Der Machtmissbrauch findet in der Kirche und ihren Institutionen nicht nur in Form von sexuellen Übergriffen und Kindesmissbrauch statt, sondern auch als strukturelle Gewalt. Als Betreibende und Verwaltende von Immobilien nehmen sie sich zum Teil Rechte zur Mitbestimmung heraus, die ihre Kompetenzen und Zuständigkeiten bei Weitem überschreiten – das alles mit der Berechtigung, in Gottes Diensten zu stehen oder zumindest daran teilzunehmen und in Seinem Sinne zu handeln – Methexis, die Teilhabe/Teilnahme der menschlichen Seele am Göttlichen. Zumindest hier sollte aber das marxistische Prinzip der Gleichverteilung und der Klassenlosigkeit angewendet werden können, da jedes zumindest menschliche Wesen im Besitz einer Seele ist. Doch aus unerfindlichen Gründen nehmen sich Menschen, die sich Gott als Arbeitgeber verpflichtet fühlen, eine Art göttliches Recht heraus, über andere Menschen zu urteilen, Macht über sie auszuüben, über sie zu gebieten und sie anzuweisen wie ein Ludwig XIV., dem die Sonne/Gott aus dem Mund schien. Auch der Gedanke, dass sie im Auftrag Gottes handeln, fühlt sich an, wie sich nicht für Bilanzen rechtfertigen zu müssen. Gottesstaat. Die Transparenz im Gottesstaat ist nicht durchsichtig, sondern unsichtbar. Ein Vorbildmodell für alle Großkonzerne. Nichts kann nachgewiesen oder gerechtfertigt werden, ein Unternehmen, das von unsichtbarer Hand und einer unhörbaren/unerhörten Stimme geführt und befehligt wird. Vielleicht ist es doch Gottes Wort, das durch die Tageszeitungen und Filme zu uns spricht oder nur die hermeneutische Auslegung seiner irdischen Hände/Handelnden?

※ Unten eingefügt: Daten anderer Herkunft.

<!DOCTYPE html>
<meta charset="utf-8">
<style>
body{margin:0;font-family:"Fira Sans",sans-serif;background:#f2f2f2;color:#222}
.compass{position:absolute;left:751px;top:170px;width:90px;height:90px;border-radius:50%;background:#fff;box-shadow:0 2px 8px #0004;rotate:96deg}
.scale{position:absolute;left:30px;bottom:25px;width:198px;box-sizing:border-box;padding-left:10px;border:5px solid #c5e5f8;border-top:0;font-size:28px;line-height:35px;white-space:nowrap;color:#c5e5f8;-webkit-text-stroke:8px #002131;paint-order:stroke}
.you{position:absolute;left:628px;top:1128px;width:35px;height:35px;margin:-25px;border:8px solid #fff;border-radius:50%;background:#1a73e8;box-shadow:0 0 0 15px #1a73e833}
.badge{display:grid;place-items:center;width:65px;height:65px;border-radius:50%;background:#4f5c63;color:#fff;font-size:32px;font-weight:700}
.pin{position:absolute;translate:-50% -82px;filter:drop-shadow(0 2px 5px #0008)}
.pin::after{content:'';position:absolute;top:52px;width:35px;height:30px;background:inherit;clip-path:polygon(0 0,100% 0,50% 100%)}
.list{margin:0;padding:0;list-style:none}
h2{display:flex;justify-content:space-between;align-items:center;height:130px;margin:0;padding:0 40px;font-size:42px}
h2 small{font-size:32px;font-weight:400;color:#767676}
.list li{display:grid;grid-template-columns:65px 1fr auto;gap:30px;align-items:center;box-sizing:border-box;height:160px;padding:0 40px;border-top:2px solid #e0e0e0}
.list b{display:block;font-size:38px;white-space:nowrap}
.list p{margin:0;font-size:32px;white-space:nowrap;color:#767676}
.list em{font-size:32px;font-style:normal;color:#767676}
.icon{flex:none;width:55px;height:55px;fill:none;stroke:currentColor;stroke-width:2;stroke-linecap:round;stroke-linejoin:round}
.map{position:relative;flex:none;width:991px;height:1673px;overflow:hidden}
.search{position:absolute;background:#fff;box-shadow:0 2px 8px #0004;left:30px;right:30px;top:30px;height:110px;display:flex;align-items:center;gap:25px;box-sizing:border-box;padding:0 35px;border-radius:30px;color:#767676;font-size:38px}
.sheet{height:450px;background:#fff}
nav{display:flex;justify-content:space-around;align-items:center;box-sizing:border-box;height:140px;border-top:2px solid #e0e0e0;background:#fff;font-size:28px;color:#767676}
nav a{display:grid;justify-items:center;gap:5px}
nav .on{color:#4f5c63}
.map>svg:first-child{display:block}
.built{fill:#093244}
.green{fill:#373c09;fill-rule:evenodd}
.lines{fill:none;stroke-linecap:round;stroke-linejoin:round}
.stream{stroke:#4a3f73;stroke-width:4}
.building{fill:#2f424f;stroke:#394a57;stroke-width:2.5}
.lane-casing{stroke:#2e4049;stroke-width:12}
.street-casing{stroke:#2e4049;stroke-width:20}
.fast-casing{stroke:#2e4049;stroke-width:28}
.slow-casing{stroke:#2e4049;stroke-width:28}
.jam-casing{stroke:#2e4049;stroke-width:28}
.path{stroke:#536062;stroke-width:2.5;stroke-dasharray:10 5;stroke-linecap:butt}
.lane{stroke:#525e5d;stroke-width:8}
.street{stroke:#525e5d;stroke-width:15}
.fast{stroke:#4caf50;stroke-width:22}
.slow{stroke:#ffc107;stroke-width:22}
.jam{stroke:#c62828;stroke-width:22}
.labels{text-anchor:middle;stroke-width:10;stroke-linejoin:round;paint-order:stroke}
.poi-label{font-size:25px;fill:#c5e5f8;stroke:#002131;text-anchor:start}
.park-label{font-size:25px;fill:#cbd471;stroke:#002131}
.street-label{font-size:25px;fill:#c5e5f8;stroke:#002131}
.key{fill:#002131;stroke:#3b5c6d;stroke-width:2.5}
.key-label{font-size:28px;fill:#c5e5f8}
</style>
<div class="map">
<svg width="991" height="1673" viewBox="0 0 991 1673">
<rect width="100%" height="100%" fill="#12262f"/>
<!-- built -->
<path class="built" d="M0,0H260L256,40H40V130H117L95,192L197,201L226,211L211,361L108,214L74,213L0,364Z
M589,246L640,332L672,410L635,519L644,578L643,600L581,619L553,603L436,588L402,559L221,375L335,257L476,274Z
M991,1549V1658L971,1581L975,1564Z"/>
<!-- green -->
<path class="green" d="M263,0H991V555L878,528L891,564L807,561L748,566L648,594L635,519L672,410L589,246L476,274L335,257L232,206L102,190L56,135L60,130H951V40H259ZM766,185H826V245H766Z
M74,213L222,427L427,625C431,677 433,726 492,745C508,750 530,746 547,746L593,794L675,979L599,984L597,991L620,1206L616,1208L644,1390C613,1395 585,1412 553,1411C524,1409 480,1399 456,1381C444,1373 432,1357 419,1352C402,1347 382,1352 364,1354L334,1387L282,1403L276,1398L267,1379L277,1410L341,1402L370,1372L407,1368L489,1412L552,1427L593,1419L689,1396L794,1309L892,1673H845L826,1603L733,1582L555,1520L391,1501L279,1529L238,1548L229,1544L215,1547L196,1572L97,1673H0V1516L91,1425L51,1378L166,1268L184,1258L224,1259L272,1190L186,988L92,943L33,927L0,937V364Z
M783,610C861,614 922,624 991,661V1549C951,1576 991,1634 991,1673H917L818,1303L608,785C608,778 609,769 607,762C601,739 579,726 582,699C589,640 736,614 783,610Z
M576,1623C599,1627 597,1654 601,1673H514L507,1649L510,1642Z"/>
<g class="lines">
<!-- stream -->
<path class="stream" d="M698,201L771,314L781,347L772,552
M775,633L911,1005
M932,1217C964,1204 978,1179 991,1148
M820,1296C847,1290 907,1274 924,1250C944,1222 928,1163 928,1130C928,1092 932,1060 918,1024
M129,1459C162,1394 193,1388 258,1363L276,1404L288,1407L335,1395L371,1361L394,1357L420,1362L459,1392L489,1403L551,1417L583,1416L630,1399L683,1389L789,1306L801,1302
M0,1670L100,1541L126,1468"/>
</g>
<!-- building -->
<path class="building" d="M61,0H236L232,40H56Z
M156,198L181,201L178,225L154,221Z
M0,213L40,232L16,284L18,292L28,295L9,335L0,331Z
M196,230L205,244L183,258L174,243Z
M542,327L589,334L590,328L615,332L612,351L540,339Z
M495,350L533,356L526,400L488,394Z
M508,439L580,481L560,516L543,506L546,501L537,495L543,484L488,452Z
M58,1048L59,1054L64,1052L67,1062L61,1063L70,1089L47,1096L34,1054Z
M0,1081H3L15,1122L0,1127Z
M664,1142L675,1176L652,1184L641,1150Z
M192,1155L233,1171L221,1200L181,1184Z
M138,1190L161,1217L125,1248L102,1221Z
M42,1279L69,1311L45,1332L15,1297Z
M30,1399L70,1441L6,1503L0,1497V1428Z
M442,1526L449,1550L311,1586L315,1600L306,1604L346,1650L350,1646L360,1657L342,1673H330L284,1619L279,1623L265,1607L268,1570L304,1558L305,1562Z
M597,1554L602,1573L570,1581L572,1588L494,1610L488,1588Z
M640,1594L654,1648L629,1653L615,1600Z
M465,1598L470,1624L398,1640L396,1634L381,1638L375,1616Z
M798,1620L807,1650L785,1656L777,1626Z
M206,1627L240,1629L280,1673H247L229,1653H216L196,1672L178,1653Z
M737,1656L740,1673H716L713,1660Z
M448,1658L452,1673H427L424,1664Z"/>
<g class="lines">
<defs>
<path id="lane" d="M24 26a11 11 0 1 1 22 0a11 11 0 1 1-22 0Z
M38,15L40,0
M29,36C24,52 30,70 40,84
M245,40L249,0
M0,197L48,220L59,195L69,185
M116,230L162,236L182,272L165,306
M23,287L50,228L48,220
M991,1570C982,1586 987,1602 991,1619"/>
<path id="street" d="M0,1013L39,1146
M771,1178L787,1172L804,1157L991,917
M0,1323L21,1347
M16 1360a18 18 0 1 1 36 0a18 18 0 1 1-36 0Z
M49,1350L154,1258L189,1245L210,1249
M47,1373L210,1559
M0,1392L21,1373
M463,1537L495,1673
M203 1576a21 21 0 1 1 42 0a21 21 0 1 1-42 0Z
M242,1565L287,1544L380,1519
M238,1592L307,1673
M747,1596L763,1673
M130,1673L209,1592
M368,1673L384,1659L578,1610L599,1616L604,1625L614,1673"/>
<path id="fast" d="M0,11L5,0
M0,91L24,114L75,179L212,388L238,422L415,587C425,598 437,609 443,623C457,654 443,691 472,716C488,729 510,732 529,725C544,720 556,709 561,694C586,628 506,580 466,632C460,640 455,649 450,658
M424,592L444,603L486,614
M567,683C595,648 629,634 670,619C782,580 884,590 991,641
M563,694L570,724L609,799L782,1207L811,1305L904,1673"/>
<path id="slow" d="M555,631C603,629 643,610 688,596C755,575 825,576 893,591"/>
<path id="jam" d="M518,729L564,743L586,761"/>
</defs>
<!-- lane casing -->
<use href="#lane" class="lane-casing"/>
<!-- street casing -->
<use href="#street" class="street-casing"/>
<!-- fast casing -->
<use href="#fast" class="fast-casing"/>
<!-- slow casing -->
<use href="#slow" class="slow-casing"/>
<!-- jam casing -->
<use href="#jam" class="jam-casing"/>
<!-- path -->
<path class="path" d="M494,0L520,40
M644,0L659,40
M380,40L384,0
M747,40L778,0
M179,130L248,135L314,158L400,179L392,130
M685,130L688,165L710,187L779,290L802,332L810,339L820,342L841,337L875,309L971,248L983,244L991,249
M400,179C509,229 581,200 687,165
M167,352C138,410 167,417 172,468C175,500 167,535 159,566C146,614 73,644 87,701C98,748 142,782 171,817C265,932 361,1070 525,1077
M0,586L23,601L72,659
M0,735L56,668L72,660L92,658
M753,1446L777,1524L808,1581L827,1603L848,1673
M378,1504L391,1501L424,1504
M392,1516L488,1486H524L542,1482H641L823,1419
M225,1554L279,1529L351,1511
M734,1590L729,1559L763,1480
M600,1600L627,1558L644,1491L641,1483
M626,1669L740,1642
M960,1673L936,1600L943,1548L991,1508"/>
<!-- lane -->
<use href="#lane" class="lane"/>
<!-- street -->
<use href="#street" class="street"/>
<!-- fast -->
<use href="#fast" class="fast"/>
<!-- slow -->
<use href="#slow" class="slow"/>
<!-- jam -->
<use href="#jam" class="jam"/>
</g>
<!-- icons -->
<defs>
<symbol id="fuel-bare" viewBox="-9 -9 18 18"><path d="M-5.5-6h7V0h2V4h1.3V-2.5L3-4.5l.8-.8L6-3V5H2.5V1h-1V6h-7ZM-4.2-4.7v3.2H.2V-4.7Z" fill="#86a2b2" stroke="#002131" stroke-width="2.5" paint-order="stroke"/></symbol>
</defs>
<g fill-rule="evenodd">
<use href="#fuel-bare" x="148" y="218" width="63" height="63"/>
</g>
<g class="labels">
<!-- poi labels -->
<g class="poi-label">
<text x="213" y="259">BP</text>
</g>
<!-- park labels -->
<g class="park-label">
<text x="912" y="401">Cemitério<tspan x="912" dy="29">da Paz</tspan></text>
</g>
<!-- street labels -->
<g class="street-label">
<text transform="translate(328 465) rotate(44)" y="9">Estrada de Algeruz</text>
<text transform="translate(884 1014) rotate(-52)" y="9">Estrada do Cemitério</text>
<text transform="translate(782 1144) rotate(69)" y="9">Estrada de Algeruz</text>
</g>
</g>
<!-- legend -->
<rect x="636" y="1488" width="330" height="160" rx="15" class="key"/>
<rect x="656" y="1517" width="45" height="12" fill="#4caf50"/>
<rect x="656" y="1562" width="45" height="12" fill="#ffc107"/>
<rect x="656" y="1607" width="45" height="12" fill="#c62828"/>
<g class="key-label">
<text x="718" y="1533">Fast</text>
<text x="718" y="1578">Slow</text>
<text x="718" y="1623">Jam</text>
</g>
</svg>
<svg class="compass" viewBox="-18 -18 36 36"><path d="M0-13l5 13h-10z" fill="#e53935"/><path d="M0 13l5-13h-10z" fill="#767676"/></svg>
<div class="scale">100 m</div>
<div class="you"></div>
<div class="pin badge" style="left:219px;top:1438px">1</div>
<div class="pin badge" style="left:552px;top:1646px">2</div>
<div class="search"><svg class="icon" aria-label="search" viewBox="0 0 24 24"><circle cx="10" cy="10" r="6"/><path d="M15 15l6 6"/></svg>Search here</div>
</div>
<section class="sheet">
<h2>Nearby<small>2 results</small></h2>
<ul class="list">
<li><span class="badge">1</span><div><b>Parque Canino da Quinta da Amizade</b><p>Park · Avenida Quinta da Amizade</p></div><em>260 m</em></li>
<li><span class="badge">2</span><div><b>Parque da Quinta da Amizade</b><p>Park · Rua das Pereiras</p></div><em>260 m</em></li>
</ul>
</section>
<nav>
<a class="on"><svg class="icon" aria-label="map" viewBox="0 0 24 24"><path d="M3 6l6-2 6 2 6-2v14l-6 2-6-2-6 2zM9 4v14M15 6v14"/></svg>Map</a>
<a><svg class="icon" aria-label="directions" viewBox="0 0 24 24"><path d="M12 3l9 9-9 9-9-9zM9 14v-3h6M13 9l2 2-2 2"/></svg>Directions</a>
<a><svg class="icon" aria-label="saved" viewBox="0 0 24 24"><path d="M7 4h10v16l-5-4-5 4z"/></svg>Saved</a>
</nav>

Gut und Böse existieren nicht mehr, weder in einem kirchlichen Kontext noch außerhalb. Die Existenz Gottes muss nicht mehr bewiesen werden und das Unternehmen Kirche braucht seine Existenz nicht zu beweisen, es existiert deshalb noch, weil es aus einem großen Reservoir an Ressourcen schöpfen kann und diese, sich auf göttliches Recht und göttliche Ordnung stützend, guten und reinen Gewissens gewinnbringend einzusetzen weiß. Spätestens mit der Ersten Republik 1919 erfolgte formell die endgültige Trennung von Kirche und Staat, seither existiert die Kirche ersichtlich und spürbar mit Sonderrechten und staatlichen Privilegien ausgestattet, als (Gottes-)Staat im Staat.

Maria Stachel

Kirche konkret:
Vor ca. 2 Jahren wurde die Mesnergasse (Durchgang zwischen Herrengasse und Bischofsplatz) geschlossen. Ursprünglich mit der Begründung von Bauarbeiten. Aber die Bauarbeiten sind längst abgeschlossen. Die Kirche denkt nicht daran, den Durchgang jemals wieder zu öffnen. Und keine große Institution (Altstadtkommission, ....) klagt darüber, nur die "Kleinen", denen die abkürzende Wegstrecke verwehrt wurde - aber die hört ja Niemand.
Wenn eine Privatperson einen Durchgang in der Innenstadt sperren würde, wäre wohl "Feuer auf dem Dach". Aber die Kirche macht, was sie will.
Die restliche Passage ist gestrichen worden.